MATERIAL SHOWN Start Marker
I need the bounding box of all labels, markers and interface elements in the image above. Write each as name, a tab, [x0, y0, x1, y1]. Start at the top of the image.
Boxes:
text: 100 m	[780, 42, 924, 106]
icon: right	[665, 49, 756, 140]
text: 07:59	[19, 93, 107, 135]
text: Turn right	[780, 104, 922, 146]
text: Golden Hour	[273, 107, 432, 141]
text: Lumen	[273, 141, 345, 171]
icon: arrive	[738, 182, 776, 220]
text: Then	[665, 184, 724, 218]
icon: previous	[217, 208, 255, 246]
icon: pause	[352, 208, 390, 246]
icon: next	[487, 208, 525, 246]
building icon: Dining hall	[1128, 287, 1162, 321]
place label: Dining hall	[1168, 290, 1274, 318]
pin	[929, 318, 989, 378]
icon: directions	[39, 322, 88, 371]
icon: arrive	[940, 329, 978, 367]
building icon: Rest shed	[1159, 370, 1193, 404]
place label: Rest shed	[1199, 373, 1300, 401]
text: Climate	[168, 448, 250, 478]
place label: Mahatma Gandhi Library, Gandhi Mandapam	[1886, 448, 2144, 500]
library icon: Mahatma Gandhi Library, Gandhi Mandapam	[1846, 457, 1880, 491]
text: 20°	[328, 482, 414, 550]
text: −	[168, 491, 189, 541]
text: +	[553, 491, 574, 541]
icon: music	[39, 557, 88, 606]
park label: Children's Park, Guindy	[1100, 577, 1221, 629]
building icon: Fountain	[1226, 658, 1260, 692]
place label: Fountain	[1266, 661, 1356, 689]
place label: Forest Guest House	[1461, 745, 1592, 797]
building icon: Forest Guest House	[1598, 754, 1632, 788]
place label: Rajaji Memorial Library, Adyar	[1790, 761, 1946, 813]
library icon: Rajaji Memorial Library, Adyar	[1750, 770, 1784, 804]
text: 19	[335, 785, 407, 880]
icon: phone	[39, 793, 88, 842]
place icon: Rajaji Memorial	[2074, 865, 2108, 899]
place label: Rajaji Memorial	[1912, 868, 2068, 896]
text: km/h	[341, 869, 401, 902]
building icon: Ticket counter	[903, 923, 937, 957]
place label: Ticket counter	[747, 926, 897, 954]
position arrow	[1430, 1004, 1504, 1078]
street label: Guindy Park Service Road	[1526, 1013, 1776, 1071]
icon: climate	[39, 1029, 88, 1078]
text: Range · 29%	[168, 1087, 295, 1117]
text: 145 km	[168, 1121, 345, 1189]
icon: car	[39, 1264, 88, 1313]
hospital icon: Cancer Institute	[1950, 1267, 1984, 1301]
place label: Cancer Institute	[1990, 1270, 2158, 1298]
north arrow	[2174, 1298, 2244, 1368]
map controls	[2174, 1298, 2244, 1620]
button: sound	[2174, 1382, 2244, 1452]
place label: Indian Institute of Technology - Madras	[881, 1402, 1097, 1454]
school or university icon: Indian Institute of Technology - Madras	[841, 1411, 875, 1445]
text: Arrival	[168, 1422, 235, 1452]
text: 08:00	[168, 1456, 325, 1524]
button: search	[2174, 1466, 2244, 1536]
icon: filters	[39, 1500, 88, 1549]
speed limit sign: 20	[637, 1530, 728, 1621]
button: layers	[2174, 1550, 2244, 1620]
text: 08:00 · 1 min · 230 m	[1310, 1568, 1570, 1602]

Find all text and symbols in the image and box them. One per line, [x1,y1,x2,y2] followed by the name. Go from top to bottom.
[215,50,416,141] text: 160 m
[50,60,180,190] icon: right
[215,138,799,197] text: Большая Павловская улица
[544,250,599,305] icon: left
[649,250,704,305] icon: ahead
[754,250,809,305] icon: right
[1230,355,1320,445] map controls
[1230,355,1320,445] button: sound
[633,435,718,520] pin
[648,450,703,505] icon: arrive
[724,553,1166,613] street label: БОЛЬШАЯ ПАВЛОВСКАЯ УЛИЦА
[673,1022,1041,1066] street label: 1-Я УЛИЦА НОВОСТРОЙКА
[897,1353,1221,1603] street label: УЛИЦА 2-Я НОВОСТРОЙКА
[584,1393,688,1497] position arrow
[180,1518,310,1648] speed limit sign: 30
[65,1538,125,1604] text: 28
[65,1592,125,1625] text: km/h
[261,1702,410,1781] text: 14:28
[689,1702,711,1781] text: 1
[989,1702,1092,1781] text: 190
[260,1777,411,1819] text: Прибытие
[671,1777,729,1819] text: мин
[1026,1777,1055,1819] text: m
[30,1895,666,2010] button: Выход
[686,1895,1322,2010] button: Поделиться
MATERIAL SHOWN End Marker
● **YOUR ASSIGNMENT**
Output the data exactly, in full.

● **ANSWER SECTION**
I need the bounding box of all labels, markers and interface elements in the image above. Write each as name, a tab, [x0, y0, x1, y1]. Start at the top of the image.
Boxes:
text: 100 m	[780, 42, 924, 106]
icon: right	[665, 49, 756, 140]
text: 07:59	[19, 93, 107, 135]
text: Turn right	[780, 104, 922, 146]
text: Golden Hour	[273, 107, 432, 141]
text: Lumen	[273, 141, 345, 171]
icon: arrive	[738, 182, 776, 220]
text: Then	[665, 184, 724, 218]
icon: previous	[217, 208, 255, 246]
icon: pause	[352, 208, 390, 246]
icon: next	[487, 208, 525, 246]
building icon: Dining hall	[1128, 287, 1162, 321]
place label: Dining hall	[1168, 290, 1274, 318]
pin	[929, 318, 989, 378]
icon: directions	[39, 322, 88, 371]
icon: arrive	[940, 329, 978, 367]
building icon: Rest shed	[1159, 370, 1193, 404]
place label: Rest shed	[1199, 373, 1300, 401]
text: Climate	[168, 448, 250, 478]
place label: Mahatma Gandhi Library, Gandhi Mandapam	[1886, 448, 2144, 500]
library icon: Mahatma Gandhi Library, Gandhi Mandapam	[1846, 457, 1880, 491]
text: 20°	[328, 482, 414, 550]
text: −	[168, 491, 189, 541]
text: +	[553, 491, 574, 541]
icon: music	[39, 557, 88, 606]
park label: Children's Park, Guindy	[1100, 577, 1221, 629]
building icon: Fountain	[1226, 658, 1260, 692]
place label: Fountain	[1266, 661, 1356, 689]
place label: Forest Guest House	[1461, 745, 1592, 797]
building icon: Forest Guest House	[1598, 754, 1632, 788]
place label: Rajaji Memorial Library, Adyar	[1790, 761, 1946, 813]
library icon: Rajaji Memorial Library, Adyar	[1750, 770, 1784, 804]
text: 19	[335, 785, 407, 880]
icon: phone	[39, 793, 88, 842]
place icon: Rajaji Memorial	[2074, 865, 2108, 899]
place label: Rajaji Memorial	[1912, 868, 2068, 896]
text: km/h	[341, 869, 401, 902]
building icon: Ticket counter	[903, 923, 937, 957]
place label: Ticket counter	[747, 926, 897, 954]
position arrow	[1430, 1004, 1504, 1078]
street label: Guindy Park Service Road	[1526, 1013, 1776, 1071]
icon: climate	[39, 1029, 88, 1078]
text: Range · 29%	[168, 1087, 295, 1117]
text: 145 km	[168, 1121, 345, 1189]
icon: car	[39, 1264, 88, 1313]
hospital icon: Cancer Institute	[1950, 1267, 1984, 1301]
place label: Cancer Institute	[1990, 1270, 2158, 1298]
north arrow	[2174, 1298, 2244, 1368]
map controls	[2174, 1298, 2244, 1620]
button: sound	[2174, 1382, 2244, 1452]
place label: Indian Institute of Technology - Madras	[881, 1402, 1097, 1454]
school or university icon: Indian Institute of Technology - Madras	[841, 1411, 875, 1445]
text: Arrival	[168, 1422, 235, 1452]
text: 08:00	[168, 1456, 325, 1524]
button: search	[2174, 1466, 2244, 1536]
icon: filters	[39, 1500, 88, 1549]
speed limit sign: 20	[637, 1530, 728, 1621]
button: layers	[2174, 1550, 2244, 1620]
text: 08:00 · 1 min · 230 m	[1310, 1568, 1570, 1602]

Find all text and symbols in the image and box them. One per line, [x1,y1,x2,y2] followed by the name. Go from top to bottom.
[215,50,416,141] text: 160 m
[50,60,180,190] icon: right
[215,138,799,197] text: Большая Павловская улица
[544,250,599,305] icon: left
[649,250,704,305] icon: ahead
[754,250,809,305] icon: right
[1230,355,1320,445] map controls
[1230,355,1320,445] button: sound
[633,435,718,520] pin
[648,450,703,505] icon: arrive
[724,553,1166,613] street label: БОЛЬШАЯ ПАВЛОВСКАЯ УЛИЦА
[673,1022,1041,1066] street label: 1-Я УЛИЦА НОВОСТРОЙКА
[897,1353,1221,1603] street label: УЛИЦА 2-Я НОВОСТРОЙКА
[584,1393,688,1497] position arrow
[180,1518,310,1648] speed limit sign: 30
[65,1538,125,1604] text: 28
[65,1592,125,1625] text: km/h
[261,1702,410,1781] text: 14:28
[689,1702,711,1781] text: 1
[989,1702,1092,1781] text: 190
[260,1777,411,1819] text: Прибытие
[671,1777,729,1819] text: мин
[1026,1777,1055,1819] text: m
[30,1895,666,2010] button: Выход
[686,1895,1322,2010] button: Поделиться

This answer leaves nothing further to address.